-- Opening Marker --

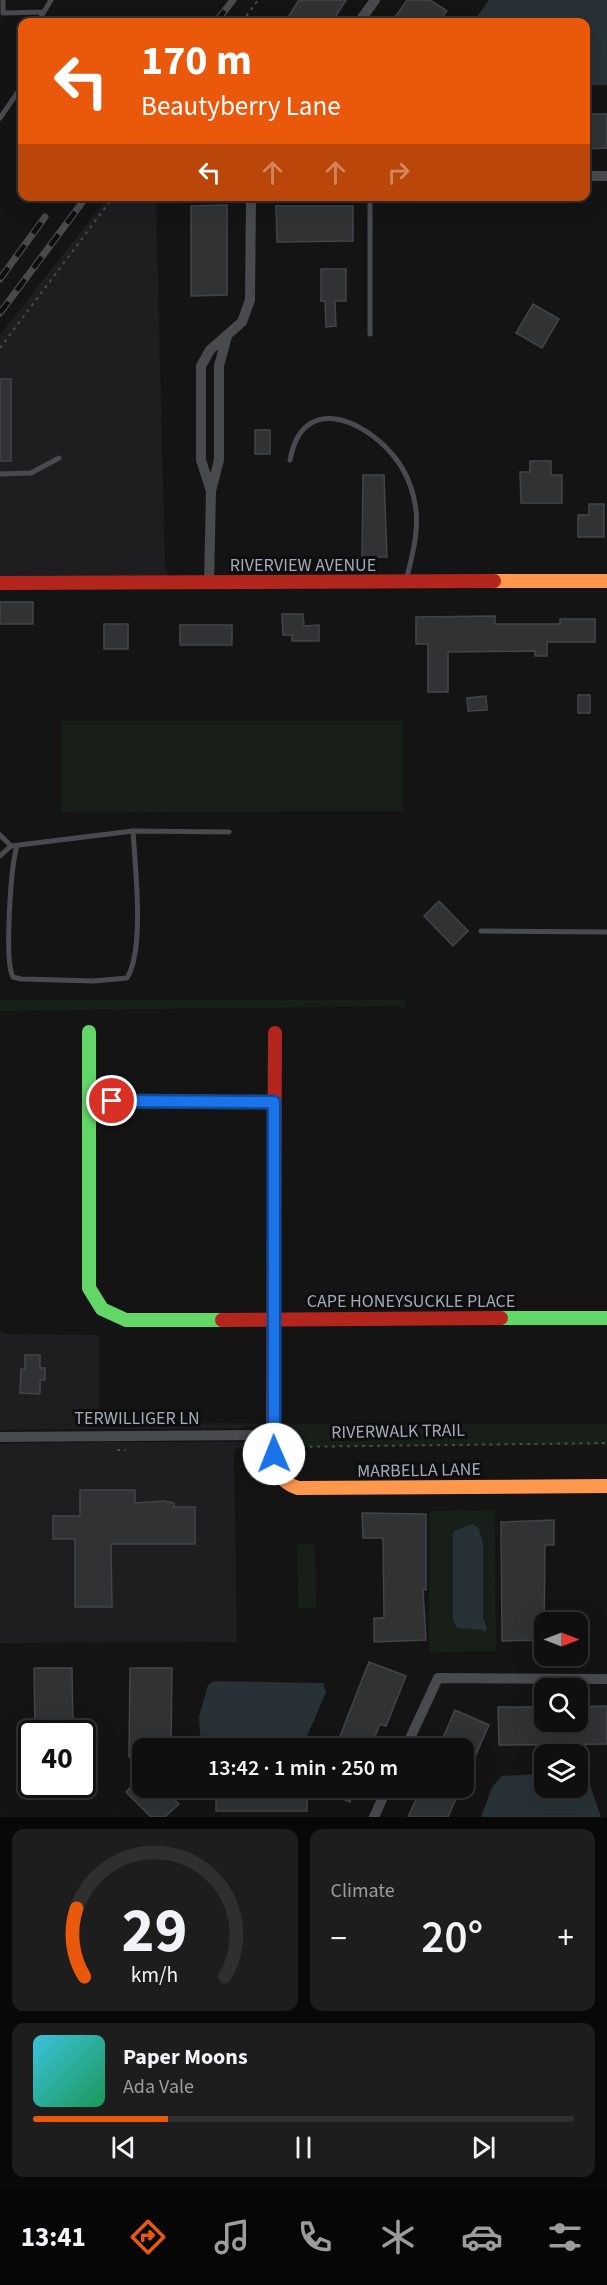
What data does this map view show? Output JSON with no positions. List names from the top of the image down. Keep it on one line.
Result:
{"streets":{"street":["RIVERVIEW AVENUE","CAPE HONEYSUCKLE PLACE","TERWILLIGER LN","MARBELLA LANE"],"path":["RIVERWALK TRAIL"]},"crossings":[["TERWILLIGER LN","RIVERWALK TRAIL"],["TERWILLIGER LN","MARBELLA LANE"],["RIVERWALK TRAIL","MARBELLA LANE"]],"north":"right","page":{"turn":["170 m","Beautyberry Lane"],"limit":"40","trip":"13:42 · 1 min · 250 m","tile":"Climate","heat":["−","20°","+"],"song":["Paper Moons","Ada Vale"],"tabs":"13:41","gauge":["29","km/h"]}}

-- Closing Marker --

■ **Problem statement**:
All of the material above needs to be restated exactly, with no pictures.

■ **Solution for this exercise**:
What data does this map view show? Output JSON with no positions. List names from the top of the image down. Keep it on one line.
Result:
{"streets":{"street":["RIVERVIEW AVENUE","CAPE HONEYSUCKLE PLACE","TERWILLIGER LN","MARBELLA LANE"],"path":["RIVERWALK TRAIL"]},"crossings":[["TERWILLIGER LN","RIVERWALK TRAIL"],["TERWILLIGER LN","MARBELLA LANE"],["RIVERWALK TRAIL","MARBELLA LANE"]],"north":"right","page":{"turn":["170 m","Beautyberry Lane"],"limit":"40","trip":"13:42 · 1 min · 250 m","tile":"Climate","heat":["−","20°","+"],"song":["Paper Moons","Ada Vale"],"tabs":"13:41","gauge":["29","km/h"]}}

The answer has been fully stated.